Estudo da USP revela que violência recente do PCC tem raízes antigas

“Senhores, São Paulo tem 140 mil presos. São 140 mil homens do PCC (Primeiro Comando da Capital) dentro da cadeia e 500 mil ou mais familiares fora. Eles estão hoje programando inclusive para fazer eleições de políticos, está certo? O PCC é forte na capital, mas ele é apoiado em todo o Brasil aonde vai. Virou realmente uma febre. Ser do PCC é um bom negócio. Muitas pessoas vão cometer o crime sem saber o que têm de fazer. Se não vai, morre.” Quem afirmou isso é o diretor do Departamento de Investigações sobre o Crime Organizado (Deic), de São Paulo, Godofredo Bittencourt Filho, numa reunião reservada da CPI do Tráfico de Armas, no dia 10 de maio.

No dia seguinte ao encontro fechado vários presídios estaduais iniciaram rebeliões quase simultâneas e uma onda de violência paralisou São Paulo por vários dias. “Essa crise foi de uma grande amplitude, envolvendo mais de 70 unidades penitenciárias rebeladas, o que equivale à metade do número de prisões sob a responsabilidade da Secretaria de Administração Penitenciária. E, mais importante, as ações do grupo ultrapassaram as muralhas do sistema prisional. Chegaram às bases policiais, às delegacias, aos ônibus, às agências bancárias. Espalharam terror não só entre policiais e outros agentes públicos, mas na população em geral. Isso é inédito”, observa o sociólogo Fernando Salla, do Núcleo de Estudos da Violência (NEV) da USP e coordenador (ao lado de Marcos César Alvarez) do projeto do Centros de Pesquisa, Inovação e Difusão (Cepid) Construção das políticas de segurança pública e sentido de punição em São Paulo, financiado pela FAPESP.

Um amplo painel, ainda em desenvolvimento, a pesquisa revela que a passagem do tempo não mudou tanto quanto deveria a política do Estado brasileiro no trato da segurança pública.
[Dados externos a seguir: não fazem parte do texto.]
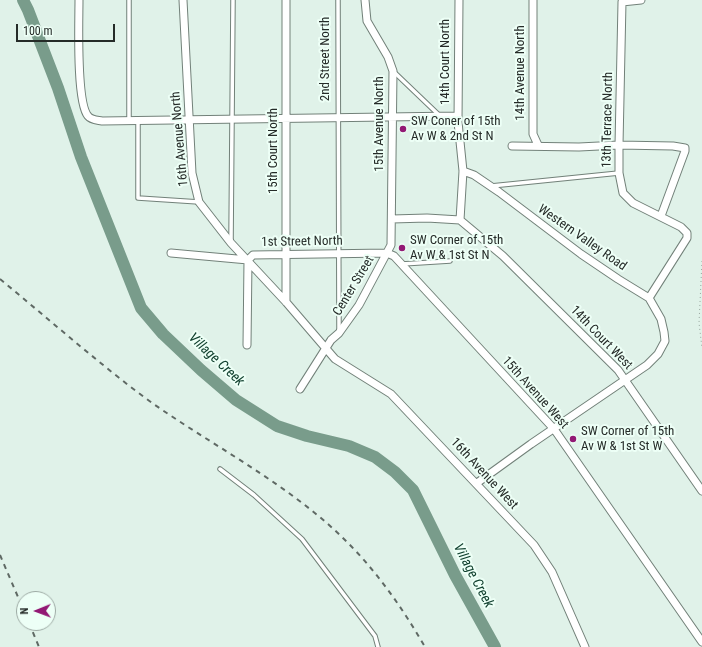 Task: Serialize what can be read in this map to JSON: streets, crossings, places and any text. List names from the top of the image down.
{
  "streets": {
    "street": [
      "2nd Street North",
      "14th Court North",
      "14th Avenue North",
      "13th Terrace North",
      "15th Avenue North",
      "16th Avenue North",
      "15th Court North",
      "Western Valley Road",
      "1st Street North",
      "Center Street",
      "14th Court West",
      "15th Avenue West",
      "16th Avenue West"
    ]
  },
  "crossings": [
    ["2nd Street North", "14th Court North"],
    ["2nd Street North", "15th Avenue North"],
    ["2nd Street North", "16th Avenue North"],
    ["2nd Street North", "15th Court North"],
    ["14th Court North", "Western Valley Road"],
    ["14th Court North", "14th Court West"],
    ["15th Avenue North", "1st Street North"],
    ["15th Avenue North", "Center Street"],
    ["15th Avenue North", "15th Avenue West"],
    ["16th Avenue North", "15th Court North"],
    ["16th Avenue North", "1st Street North"],
    ["16th Avenue North", "Center Street"],
    ["16th Avenue North", "16th Avenue West"],
    ["15th Court North", "1st Street North"],
    ["Western Valley Road", "14th Court West"],
    ["1st Street North", "Center Street"],
    ["1st Street North", "15th Avenue West"],
    ["Center Street", "15th Avenue West"],
    ["Center Street", "16th Avenue West"]
  ],
  "water": ["Village Creek"],
  "places": ["SW Coner of 15th Av W & 2nd St N", "SW Corner of 15th Av W & 1st St N", "SW Corner of 15th Av W & 1st St W"],
  "scale_bar": "100 m",
  "north": "left"
}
Segundo o Cepid, as elites, desde o século 19, quiseram transformar o Brasil num país materialmente moderno, sem demonstrar grande entusiasmo pelas formas de vida democrática dos países que tomavam como modelo. Há um desencaixe entre a modernização política e institucional (inclusive do sistema de segurança pública e da Justiça criminal) e o avanço efetivo na garantia dos direitos e na consolidação da democracia e da cidadania. As representações sobre a forma de proceder no trabalho policial, no lidar com o criminoso, foram marcadas pela possibilidade do uso da violência ilegal, do recurso à arbitrariedade, pela certeza de que sempre houve uma legitimidade nesses procedimentos e a conivência das elites, que assegurariam a impunidade a qualquer irregularidade.

Inteligência
O projeto demonstra que a parte repressiva das políticas de segurança é uma face da questão, mas não pode ser vista como solução para tudo. O mais importante seria ter um trabalho de inteligência policial e penitenciária que desarticulasse o crime organizado fora e dentro das prisões. “O mais difícil de combater o crime não é o que está no território da ilegalidade, que está na clandestinidade, mas os seus aliados que atuam e circulam na legalidade. A prisão não é uma bolha isolada da sociedade e, logo, ver os celulares como a questão central é olhar para a direção errada”, alerta o pesquisador. “É bom as autoridades tirarem lições dessa experiência, pois muitos dos atos foram praticados não apenas pelos ‘soldados’, mas também por simpatizantes do PCC, que se queriam mostrar prontos para a facção, dispostos a correr riscos”. Para o pesquisador, sem uma política consistente de enfrentamento do crime organizado, as chances de um novo levante nas prisões e um novo caos urbano não devem ser descartadas.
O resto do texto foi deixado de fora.